Pick out every line of the entries below where "moveTo" occurs, and copy those lines.
** Information supplied follows **
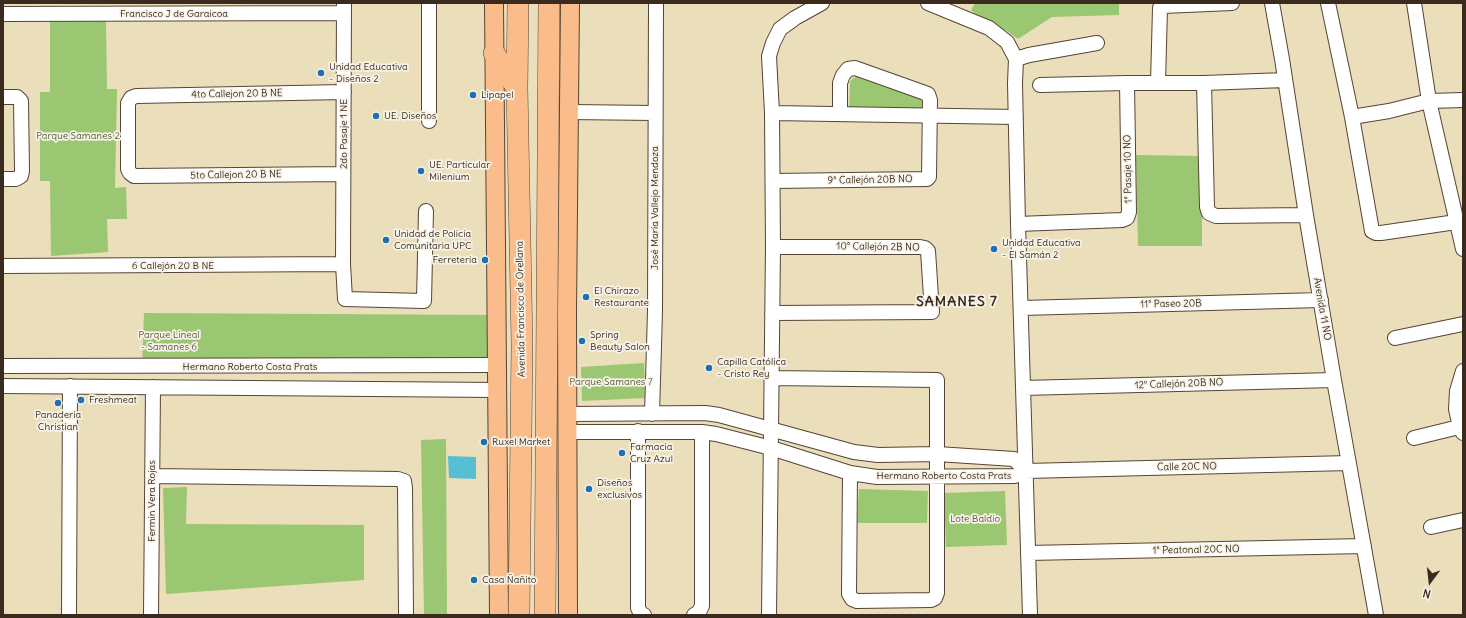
<!DOCTYPE html>
<html>
<head>
<meta charset="utf-8">
<style>
	body { margin:0 }
	#map { position:relative; width:1466px; height:618px; overflow:hidden; background:#eadebb; font-family:Delius,sans-serif }
	canvas { display:block }
	.frame { position:absolute; inset:0; border:4px solid #3b2a1e; pointer-events:none }
	.north { position:absolute; left:1410px; top:562px; width:40px; height:40px; -webkit-text-stroke:3px #f7f3e8; paint-order:stroke; rotate:195deg; font-size:11px; font-weight:700; line-height:16px; text-align:center; color:#3b2a1e }
	.north::after { content:''; display:block; margin:auto; width:14px; height:18px; background:#3b2a1e; clip-path:polygon(50% 0,100% 100%,50% 72%,0 100%) }
</style>
</head>
<body>
<div id="map">
<canvas width="1466" height="618"></canvas>
<div class="frame"></div>
<div class="north">N</div>
</div>
<script>
const ctx = document.querySelector('canvas').getContext('2d');
ctx.lineJoin = 'round';
function paint(path, color) { ctx.fillStyle = color; ctx.fill(path, 'evenodd'); }
const toPath = rows => new Path2D(rows.map(r => 'M' + r).join(''));
function strokePath(path, color, width, dash) { ctx.strokeStyle = color; ctx.lineWidth = width; ctx.lineCap = dash ? 'butt' : 'round'; ctx.setLineDash(dash || []); ctx.stroke(path); }
function label(font, color, halo, rows, align = 'center') {
  ctx.font = font + ' Delius,sans-serif'; ctx.lineWidth = 3.5; ctx.setLineDash([]); ctx.textBaseline = 'middle'; ctx.strokeStyle = halo; ctx.fillStyle = color; for (const [text, x, y, turn = 0] of rows) {
    ctx.save(); ctx.translate(x, y); ctx.rotate((+turn || 0) * Math.PI / 180); ctx.textAlign = isNaN(turn) ? turn : align; if (halo) ctx.strokeText(text, 0, 0); ctx.fillText(text, 0, 0); ctx.restore();
  }
}
const green = toPath([
	[975,3,1119,3,1119,15,1052,17,1018,39,1007,31,983,20,971,10],
	[50,21,106,21,107,89,117,89,115,188,126,187,127,219,107,219,108,252,51,256,50,181,40,181,40,92,50,92],
	[859,76,924,98,925,112,849,112,850,82,853,78],
	[1136,155,1202,156,1202,246,1138,246],
	[144,313,496,315,496,365,142,367],
	[644,363,645,398,582,401,581,367],
	[446,439,447,615,424,615,421,440],
	[187,487,186,524,364,525,364,580,166,594,163,488],
	[859,489,928,491,927,523,857,523],
	[1005,491,1007,545,946,547,944,493]
]);
const water = toPath([
	[448,456,476,457,476,479,449,478]
]);
const minor = toPath([
	[344,3,343,264,345,299,424,301,426,211],
	[429,3,429,121],
	[928,3,989,28,1007,42,1016,59,1015,83,1018,224,1030,615],
	[1272,3,1282,59,1306,215,1334,380,1376,615],
	[1328,3,1352,117,1372,231,1376,233,1381,233,1463,221],
	[1414,3,1429,101,1463,249],
	[3,14,344,13],
	[1016,59,1029,55,1097,43],
	[1158,83,1160,8,1163,6,1232,3],
	[1204,83,1207,207,1209,213,1216,216,1306,215],
	[1040,85,1127,83,1204,83,1285,80],
	[3,97,17,97,21,101,22,171,21,176,16,179,3,179],
	[569,112,655,113],
	[772,113,1016,117],
	[1352,117,1389,111,1429,101,1463,100],
	[343,174,134,176,130,173,128,169,128,103,131,98,136,96,344,92],
	[773,181,927,179,929,177,930,100,928,94,855,68,848,69,843,75,840,83,840,114],
	[1018,224,1122,220,1127,218,1129,212,1127,83],
	[3,266,343,264],
	[1021,308,1321,300],
	[772,313,932,312,928,251,925,248,920,247,773,247],
	[1395,338,1463,324],
	[3,366,496,365],
	[1463,371,1457,391,1456,409,1460,427,1463,433],
	[771,378,937,380,937,593,935,598,931,600,857,601,852,599,849,594,850,473],
	[3,386,496,390],
	[1023,388,1334,380],
	[652,414,655,311,656,3],
	[638,431,638,608,641,614,644,615],
	[569,432,702,432,716,434,771,448,850,473,877,477,1015,476,1026,471,1014,459,937,454,878,455,854,452,719,415,705,413,569,414],
	[1414,438,1463,426],
	[1026,471,1349,463],
	[152,476,398,479,404,481,405,488,406,615],
	[1431,527,1463,520],
	[1028,553,1364,546],
	[69,615,70,386],
	[151,615,153,387],
	[694,615,699,612,702,606,702,432],
	[769,615,773,247,772,113,769,56,773,43,780,29,795,18,822,3]
]);
const major = toPath([
	[494,3,499,615],
	[568,615,567,311,570,3]
]);
const highway = toPath([
	[518,3,517,88,522,344,519,615],
	[494,53,517,88],
	[545,615,549,3]
]);
const markers = [
	[321,73,4,"#1f6fb2"],
	[473,95,4,"#1f6fb2"],
	[376,116,4,"#1f6fb2"],
	[421,171,4,"#1f6fb2"],
	[386,240,4,"#1f6fb2"],
	[994,249,4,"#1f6fb2"],
	[485,260,4,"#1f6fb2"],
	[586,297,4,"#1f6fb2"],
	[582,341,4,"#1f6fb2"],
	[709,368,4,"#1f6fb2"],
	[81,400,4,"#1f6fb2"],
	[58,403,4,"#1f6fb2"],
	[484,442,4,"#1f6fb2"],
	[622,453,4,"#1f6fb2"],
	[589,489,4,"#1f6fb2"],
	[474,580,4,"#1f6fb2"]
];
const streetNames = [
	["Francisco J de Garaicoa",174,14],
	["4to Callejon 20 B NE",237,94,-1],
	["2do Pasaje 1 NE",344,134,-90],
	["1° Pasaje 10 NO",1128,169,-91],
	["5to Callejon 20 B NE",236,175,-1],
	["9° Callejón 20B NO",870,180,-1],
	["José María Vallejo Mendoza",655,208,-90],
	["10° Callejón 2B NO",878,247,1],
	["6 Callejón 20 B NE",173,266],
	["11° Paseo 20B",1171,304,-1],
	["Avenida Francisco de Orellana",521,309,-91],
	["Avenida 11 NO",1322,309,80],
	["Hermano Roberto Costa Prats",250,367],
	["12° Callejón 20B NO",1179,384,-2],
	["Calle 20C NO",1187,467,-1],
	["Hermano Roberto Costa Prats",944,476],
	["Fermin Vera Rojas",152,501,-90],
	["1° Peatonal 20C NO",1196,550,-1]
];
const poiNames = [
	["Unidad Educativa",329,67],
	["- Diseños 2",329,79],
	["Lipapel",481,95],
	["UE. Diseños",384,116],
	["UE. Particular",429,165],
	["Milenium",429,177],
	["Unidad de Policía",394,234],
	["Comunitaria UPC",394,246],
	["Unidad Educativa",1002,243],
	["- El Samán 2",1002,255],
	["Ferretería",477,260,"right"],
	["El Chirazo",594,291],
	["Restaurante",594,303],
	["Spring",590,335],
	["Beauty Salon",590,347],
	["Capilla Católica",717,362],
	["- Cristo Rey",717,374],
	["Freshmeat",89,400],
	["Panadería",58,415,"center"],
	["Christian",58,427,"center"],
	["Ruxel Market",492,442],
	["Farmacia",630,447],
	["Cruz Azul",630,459],
	["Diseños",597,483],
	["exclusivos",597,495],
	["Casa Ñañito",482,580]
];
const parkNames = [
	["Parque Samanes 2",78,136],
	["Parque Lineal",169,335],
	["- Samanes 6",169,347],
	["Parque Samanes 7",611,382],
	["Lote Baldío",975,519]
];
const districtNames = [
	["SAMANES 7",957,302]
];
paint(green, '#9bc672');
paint(water, '#57bfd4');
strokePath(minor, '#554536', 16);
strokePath(major, '#554536', 20);
strokePath(highway, '#554536', 22);
strokePath(minor, '#fff', 14);
strokePath(major, '#f9bc8a', 18);
strokePath(highway, '#f9bc8a', 21);
for (const [x, y, r, color] of markers) { const dot = new Path2D(); dot.arc(x, y, r, 0, 2 * Math.PI); ctx.fillStyle = color; ctx.fill(dot); strokePath(dot, '#f7f3e8', 1.5); }
label('10px', '#3b2a1e', '#f7f3e8', streetNames);
label('10px', '#3b2a1e', '#f7f3e8', poiNames, 'left');
label('10px', '#585937', '#f7f3e8', parkNames);
ctx.letterSpacing = '1px';
label('bold 14px', '#3b2a1e', '#f7f3e8', districtNames);
ctx.letterSpacing = '0px';
</script>
</body>
</html>
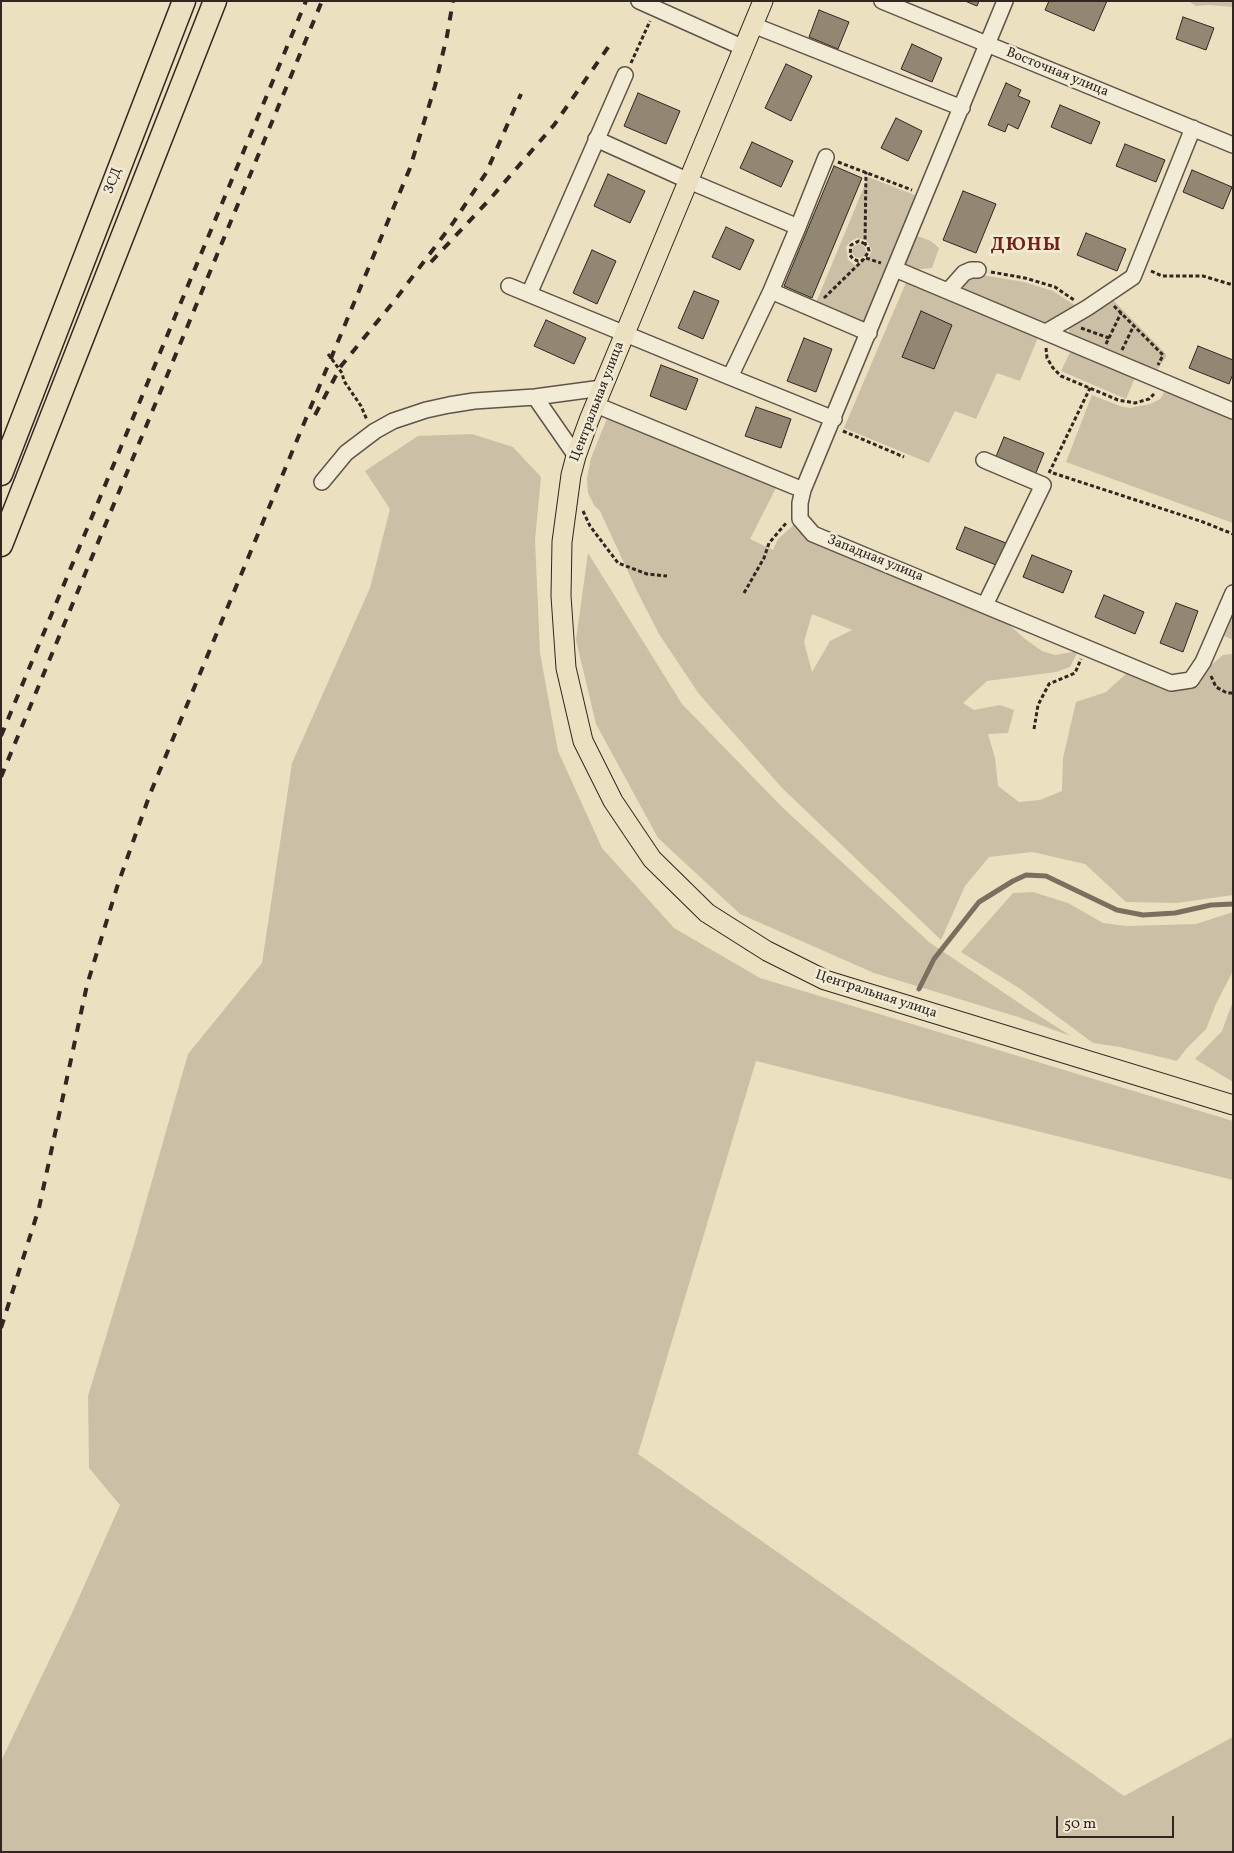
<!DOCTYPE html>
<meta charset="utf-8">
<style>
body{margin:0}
#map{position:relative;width:1234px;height:1853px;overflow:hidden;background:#ebe0c0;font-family:Vollkorn,serif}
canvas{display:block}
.frame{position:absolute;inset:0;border:2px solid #312620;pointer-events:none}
.scale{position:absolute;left:1056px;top:1816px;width:118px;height:22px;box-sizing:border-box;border:2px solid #312620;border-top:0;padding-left:6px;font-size:15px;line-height:18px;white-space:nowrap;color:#312620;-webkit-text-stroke:4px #f2ebd6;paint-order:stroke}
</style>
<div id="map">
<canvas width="1234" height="1853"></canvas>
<div class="frame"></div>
<div class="scale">50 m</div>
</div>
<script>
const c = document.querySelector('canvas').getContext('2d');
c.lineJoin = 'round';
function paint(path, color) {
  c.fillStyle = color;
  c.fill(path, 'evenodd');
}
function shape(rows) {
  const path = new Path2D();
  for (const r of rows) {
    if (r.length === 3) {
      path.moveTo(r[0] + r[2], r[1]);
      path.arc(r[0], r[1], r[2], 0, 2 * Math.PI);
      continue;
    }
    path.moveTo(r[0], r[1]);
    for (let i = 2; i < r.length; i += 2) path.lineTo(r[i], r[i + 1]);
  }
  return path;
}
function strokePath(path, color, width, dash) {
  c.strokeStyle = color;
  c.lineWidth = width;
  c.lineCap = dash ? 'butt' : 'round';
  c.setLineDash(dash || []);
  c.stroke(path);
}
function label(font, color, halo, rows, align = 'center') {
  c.font = font + ' Vollkorn,serif';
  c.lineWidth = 5;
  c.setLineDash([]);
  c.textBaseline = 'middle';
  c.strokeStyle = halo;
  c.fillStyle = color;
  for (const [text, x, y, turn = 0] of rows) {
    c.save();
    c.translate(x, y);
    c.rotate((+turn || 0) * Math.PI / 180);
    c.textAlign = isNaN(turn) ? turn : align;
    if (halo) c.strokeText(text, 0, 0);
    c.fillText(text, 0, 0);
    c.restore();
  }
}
paint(shape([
 [1188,1,1233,1,1233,7,1209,5,1196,6],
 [868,177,920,197,867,327,815,305],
 [857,238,866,240,872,250,868,259,855,265,848,260,846,247,851,241],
 [914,235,931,241,939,248,932,268,913,270,902,267],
 [859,251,7],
 [982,275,1024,282,1053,291,1079,308,1048,327,966,294,963,284,967,278],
 [907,280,1039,335,1020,381,997,373,976,419,955,411,929,463,844,428],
 [1113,300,1166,354,1166,357,1157,370,1068,334,1071,325],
 [1072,348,1136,375,1126,399,1061,371],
 [1166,389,1233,418,1233,523,1066,462,1092,395,1120,406,1130,408,1150,404,1160,399],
 [608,416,777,486,750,539,773,550,778,539,796,523,1006,622,1025,639,1042,651,1055,655,1078,651,1070,667,1056,672,987,681,963,703,974,710,1000,705,1014,710,1008,733,988,734,995,758,998,786,1019,802,1040,800,1062,791,1063,758,1076,702,1106,692,1127,673,1169,690,1196,687,1210,666,1223,655,1233,654,1233,895,1177,903,1126,902,1085,864,1032,852,989,857,965,886,941,940,782,788,699,694,659,634,637,591,600,511,594,505,588,493,587,478,591,458],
 [812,614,852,630,830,641,812,672,804,642],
 [472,434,513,447,541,477,535,540,540,653,558,751,602,848,674,928,760,978,1233,1121,1233,1180,756,1061,638,1454,1124,1796,1233,1737,1233,1852,1,1852,1,1761,72,1613,120,1505,89,1468,88,1396,134,1244,188,1054,262,963,292,763,370,588,390,509,365,471,418,436],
 [588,553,682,704,783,808,929,942,1025,1007,1071,1036,1018,1017,874,973,740,914,658,838,596,724,576,640],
 [1233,616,1233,640,1224,636],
 [1033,892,1068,903,1103,923,1126,926,1196,924,1233,912,1233,971,1216,1004,1206,1029,1187,1048,1177,1061,1120,1047,1093,1043,1019,988,961,952,1013,893],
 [1233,1001,1233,1082,1195,1059,1222,1031]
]), '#cbc0a5');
strokePath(shape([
 [919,989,934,959,979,902,1013,881,1026,875,1046,876,1117,910,1143,915,1175,913,1211,905,1233,904]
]), '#7b7060', 5);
const building = shape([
 [965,1,979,1,977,6,965,1],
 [1049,1,1107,1,1094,31,1045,10,1049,1],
 [819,10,849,22,838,49,809,37,819,10],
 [1183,17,1214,28,1206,50,1176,39,1183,17],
 [912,44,942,58,932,82,901,69,912,44],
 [786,64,812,76,791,121,765,108,786,64],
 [1006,83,1021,90,1018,96,1030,101,1018,129,1008,124,1005,132,988,125,1006,83],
 [638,93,680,111,666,144,624,126,638,93],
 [1060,105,1100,122,1091,144,1051,127,1060,105],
 [896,118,922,131,908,161,881,148,896,118],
 [752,142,793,161,781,187,740,168,752,142],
 [1125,144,1165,160,1156,182,1116,166,1125,144],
 [834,166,862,178,812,298,784,286,834,166],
 [1192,170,1232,187,1223,209,1183,192,1192,170],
 [608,174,645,191,630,223,594,206,608,174],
 [963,191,996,204,976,253,943,240,963,191],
 [726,227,754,240,740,270,712,257,726,227],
 [1086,233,1126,249,1117,271,1077,255,1086,233],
 [592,250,616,261,597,304,573,293,592,250],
 [694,291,719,301,703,339,678,328,694,291],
 [921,311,952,325,934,369,902,357,921,311],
 [546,320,586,338,574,364,534,346,546,320],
 [804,338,832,349,816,392,787,381,804,338],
 [1198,346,1233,360,1233,374,1229,384,1189,368,1198,346],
 [661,365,698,379,686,410,650,396,661,365],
 [756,407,791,419,781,448,745,436,756,407],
 [1004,437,1044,453,1035,475,995,459,1004,437],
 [965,527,1006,543,996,565,956,549,965,527],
 [1032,555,1072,571,1063,593,1023,577,1032,555],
 [1104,595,1144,612,1135,634,1095,617,1104,595],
 [1176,603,1198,611,1183,652,1160,643,1176,603]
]);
paint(building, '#928773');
strokePath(building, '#312620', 1);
const minor = shape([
 [639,1,744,48],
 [882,1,1233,145],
 [753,25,962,108],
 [596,139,689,181,798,227,771,291,869,333],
 [798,227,826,157],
 [895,269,1233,411],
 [509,286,730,377,771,291],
 [948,291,964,273,971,270,978,270],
 [529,294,625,75],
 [1046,332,1087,308,1133,277,1193,128],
 [730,377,834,419],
 [535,397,576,456],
 [596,405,803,490,800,503,800,519,813,534,1171,683,1191,680,1203,662,1233,593],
 [984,460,1043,485,985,605],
 [322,482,346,453,375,431,393,421,426,410,449,405,474,401,535,397,602,388],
 [803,490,1005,1]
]);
const major = shape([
 [763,1,589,420,576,456,571,475,562,542,561,596,566,668,583,741,613,801,652,859,707,913,767,951,825,980,1233,1105]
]);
const highway = shape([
 [1,474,184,1],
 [1,545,215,1]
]);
strokePath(minor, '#605448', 18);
strokePath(major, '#312620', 21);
strokePath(highway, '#312620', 25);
strokePath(shape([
 [631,63,650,21],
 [838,162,912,190],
 [865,244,859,241,851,245,850,255,853,259,858,261,863,260,869,251,868,247,865,244,866,172],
 [866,258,881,263],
 [1151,271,1162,276,1203,276,1233,285],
 [991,272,1025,278,1055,287,1074,300],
 [824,298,863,260],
 [1114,306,1163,355,1158,365],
 [1081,328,1109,338],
 [1106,344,1121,313],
 [1046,348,1047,358,1053,368,1061,376,1118,400,1135,403,1149,399,1154,394],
 [1122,350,1134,325],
 [328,354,342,373,344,381,361,406,367,420],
 [843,431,904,457],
 [1049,473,1090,388],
 [1053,473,1203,522,1233,534],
 [583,511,590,526,618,563,647,574,667,576],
 [744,593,764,558,769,543,787,522],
 [1211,676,1216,687,1227,693,1233,693],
 [1034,729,1038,705,1049,684,1075,673,1081,659]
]), '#312620', 3, [4, 2.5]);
strokePath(minor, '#f2ebd6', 15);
strokePath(major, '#ebe0c0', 19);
strokePath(highway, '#ebe0c0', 22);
strokePath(shape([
 [431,262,490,199,554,125,609,46],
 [315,415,341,366,395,300,453,223,486,173,521,94],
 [1,736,306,1],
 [1,777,322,1],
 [1,1328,39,1208,87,985,118,884,150,794,410,168,435,86,447,36,453,1]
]), '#312620', 4, [9, 9]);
label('14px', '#312620', '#f2ebd6', [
 ["Восточная улица",1057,73,22],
 ["ЗСД",114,181,-69],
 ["Центральная улица",598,402,-69],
 ["Западная улица",875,559,22],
 ["Центральная улица",876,995,18]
]);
c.letterSpacing = '1px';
label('bold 19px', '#7a1f14', '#f2ebd6', [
 ["ДЮНЫ",1026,247]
]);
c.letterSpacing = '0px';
</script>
** End of Information supplied **
■ Exercise answer:
      path.moveTo(r[0] + r[2], r[1]);
    path.moveTo(r[0], r[1]);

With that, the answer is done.